### GIVEN DATA

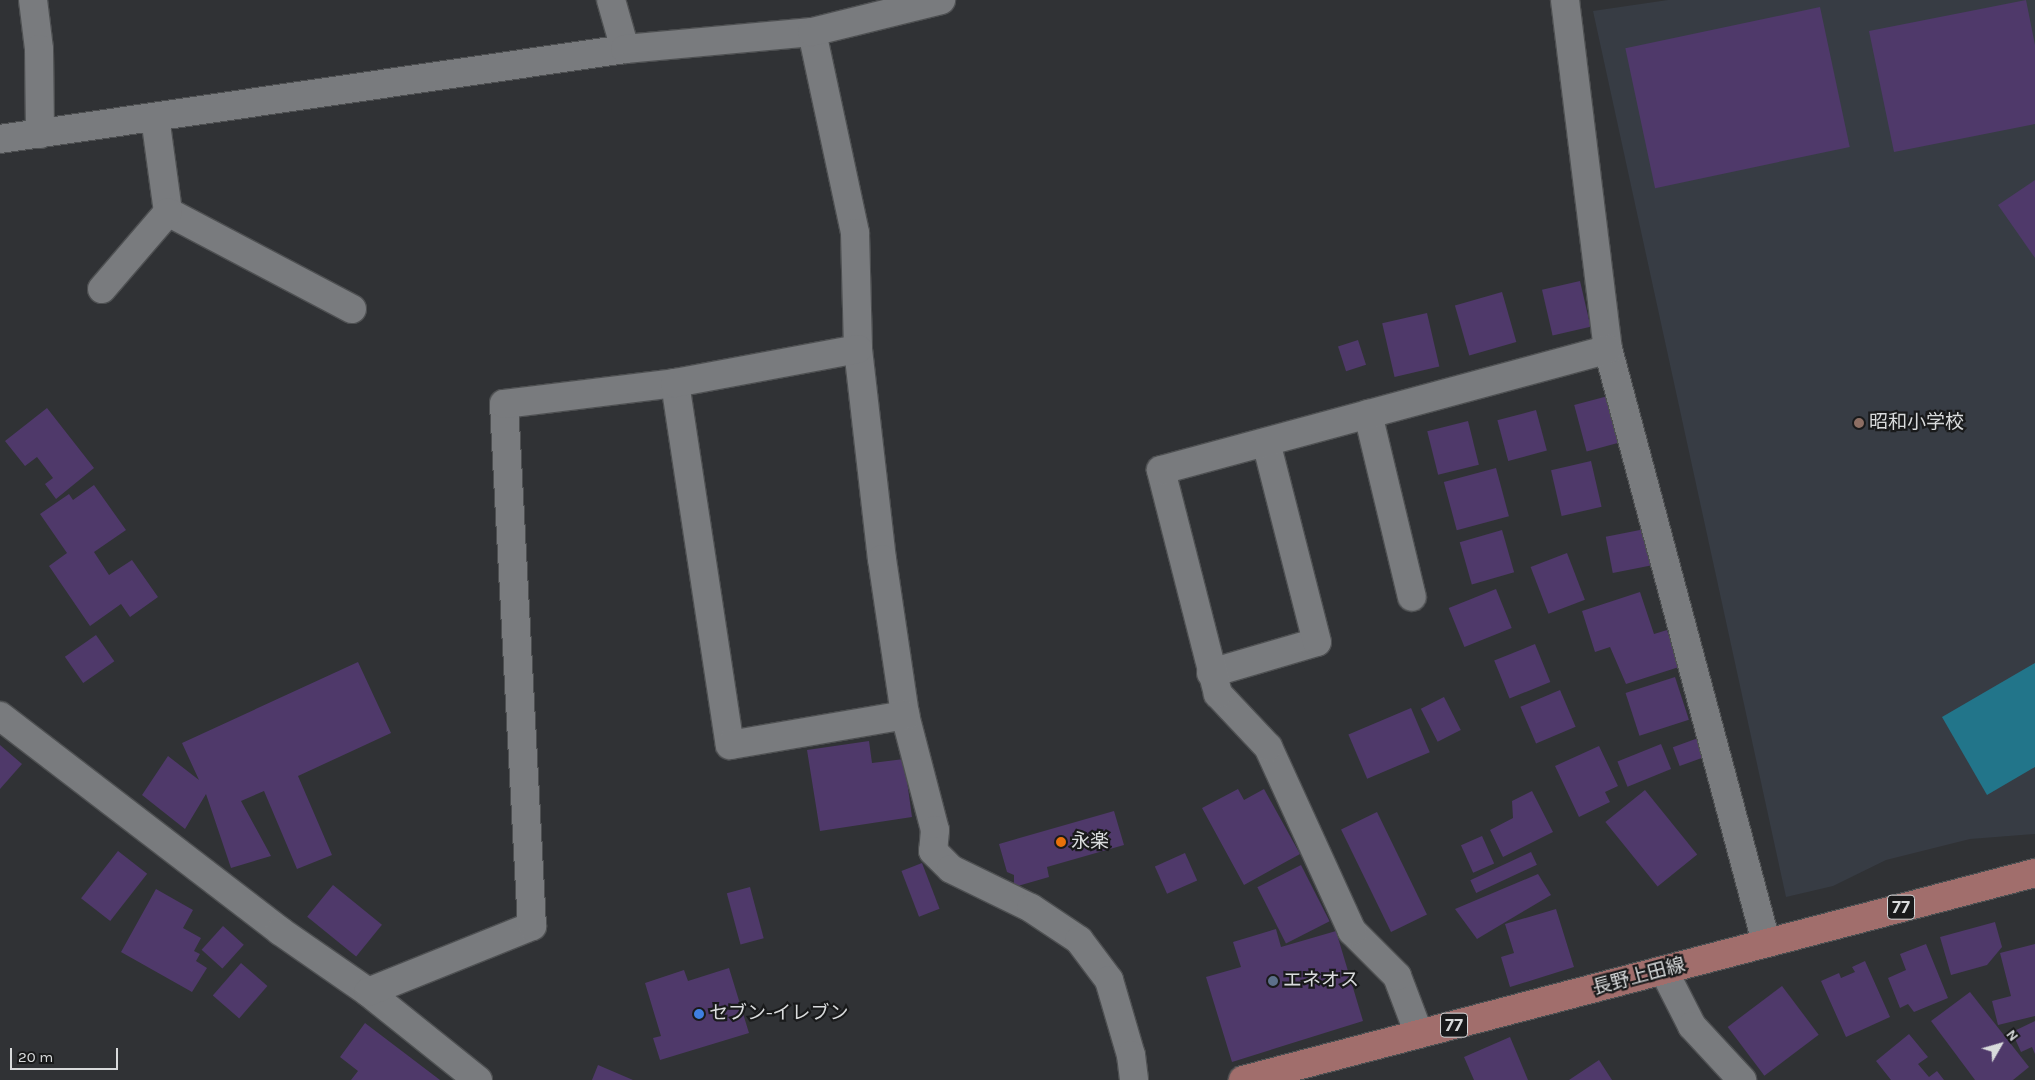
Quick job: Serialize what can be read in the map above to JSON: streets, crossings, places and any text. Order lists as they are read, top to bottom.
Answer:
{
  "streets": {
    "main road": ["77", "長野上田線"]
  },
  "places": [
    "昭和小学校",
    "永楽",
    "エネオス",
    "セブン-イレブン"
  ],
  "scale_bar": "20 m",
  "north": "top right"
}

######

The images are to be left out; every line above should be set down exactly.

Quick job: Serialize what can be read in the map above to JSON: streets, crossings, places and any text. Order lists as they are read, top to bottom.
Answer:
{
  "streets": {
    "main road": ["77", "長野上田線"]
  },
  "places": [
    "昭和小学校",
    "永楽",
    "エネオス",
    "セブン-イレブン"
  ],
  "scale_bar": "20 m",
  "north": "top right"
}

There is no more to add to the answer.